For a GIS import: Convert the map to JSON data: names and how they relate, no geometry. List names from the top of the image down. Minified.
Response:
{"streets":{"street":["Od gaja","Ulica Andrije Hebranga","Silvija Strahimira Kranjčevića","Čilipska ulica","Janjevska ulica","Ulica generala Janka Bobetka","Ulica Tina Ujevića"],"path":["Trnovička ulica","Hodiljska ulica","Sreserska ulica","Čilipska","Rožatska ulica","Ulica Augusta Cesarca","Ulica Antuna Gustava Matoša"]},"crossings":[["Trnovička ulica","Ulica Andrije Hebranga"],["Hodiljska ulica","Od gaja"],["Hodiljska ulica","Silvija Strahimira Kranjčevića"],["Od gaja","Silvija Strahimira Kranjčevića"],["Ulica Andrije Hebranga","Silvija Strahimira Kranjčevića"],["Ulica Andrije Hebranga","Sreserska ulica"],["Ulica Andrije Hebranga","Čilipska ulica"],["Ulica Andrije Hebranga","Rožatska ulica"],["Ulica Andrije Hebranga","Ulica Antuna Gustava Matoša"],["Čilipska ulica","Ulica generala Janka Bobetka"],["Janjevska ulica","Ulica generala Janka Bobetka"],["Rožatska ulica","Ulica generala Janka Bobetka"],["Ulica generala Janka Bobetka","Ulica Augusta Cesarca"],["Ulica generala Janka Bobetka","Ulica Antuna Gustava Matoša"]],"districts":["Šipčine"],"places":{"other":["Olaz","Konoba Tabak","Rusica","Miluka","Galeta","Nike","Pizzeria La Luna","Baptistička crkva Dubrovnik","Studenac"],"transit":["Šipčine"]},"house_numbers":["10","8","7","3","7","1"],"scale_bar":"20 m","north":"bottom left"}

◆ Task ◆
Print the material exactly. Include every line.

◆ Finished task ◆
For a GIS import: Convert the map to JSON data: names and how they relate, no geometry. List names from the top of the image down. Minified.
Response:
{"streets":{"street":["Od gaja","Ulica Andrije Hebranga","Silvija Strahimira Kranjčevića","Čilipska ulica","Janjevska ulica","Ulica generala Janka Bobetka","Ulica Tina Ujevića"],"path":["Trnovička ulica","Hodiljska ulica","Sreserska ulica","Čilipska","Rožatska ulica","Ulica Augusta Cesarca","Ulica Antuna Gustava Matoša"]},"crossings":[["Trnovička ulica","Ulica Andrije Hebranga"],["Hodiljska ulica","Od gaja"],["Hodiljska ulica","Silvija Strahimira Kranjčevića"],["Od gaja","Silvija Strahimira Kranjčevića"],["Ulica Andrije Hebranga","Silvija Strahimira Kranjčevića"],["Ulica Andrije Hebranga","Sreserska ulica"],["Ulica Andrije Hebranga","Čilipska ulica"],["Ulica Andrije Hebranga","Rožatska ulica"],["Ulica Andrije Hebranga","Ulica Antuna Gustava Matoša"],["Čilipska ulica","Ulica generala Janka Bobetka"],["Janjevska ulica","Ulica generala Janka Bobetka"],["Rožatska ulica","Ulica generala Janka Bobetka"],["Ulica generala Janka Bobetka","Ulica Augusta Cesarca"],["Ulica generala Janka Bobetka","Ulica Antuna Gustava Matoša"]],"districts":["Šipčine"],"places":{"other":["Olaz","Konoba Tabak","Rusica","Miluka","Galeta","Nike","Pizzeria La Luna","Baptistička crkva Dubrovnik","Studenac"],"transit":["Šipčine"]},"house_numbers":["10","8","7","3","7","1"],"scale_bar":"20 m","north":"bottom left"}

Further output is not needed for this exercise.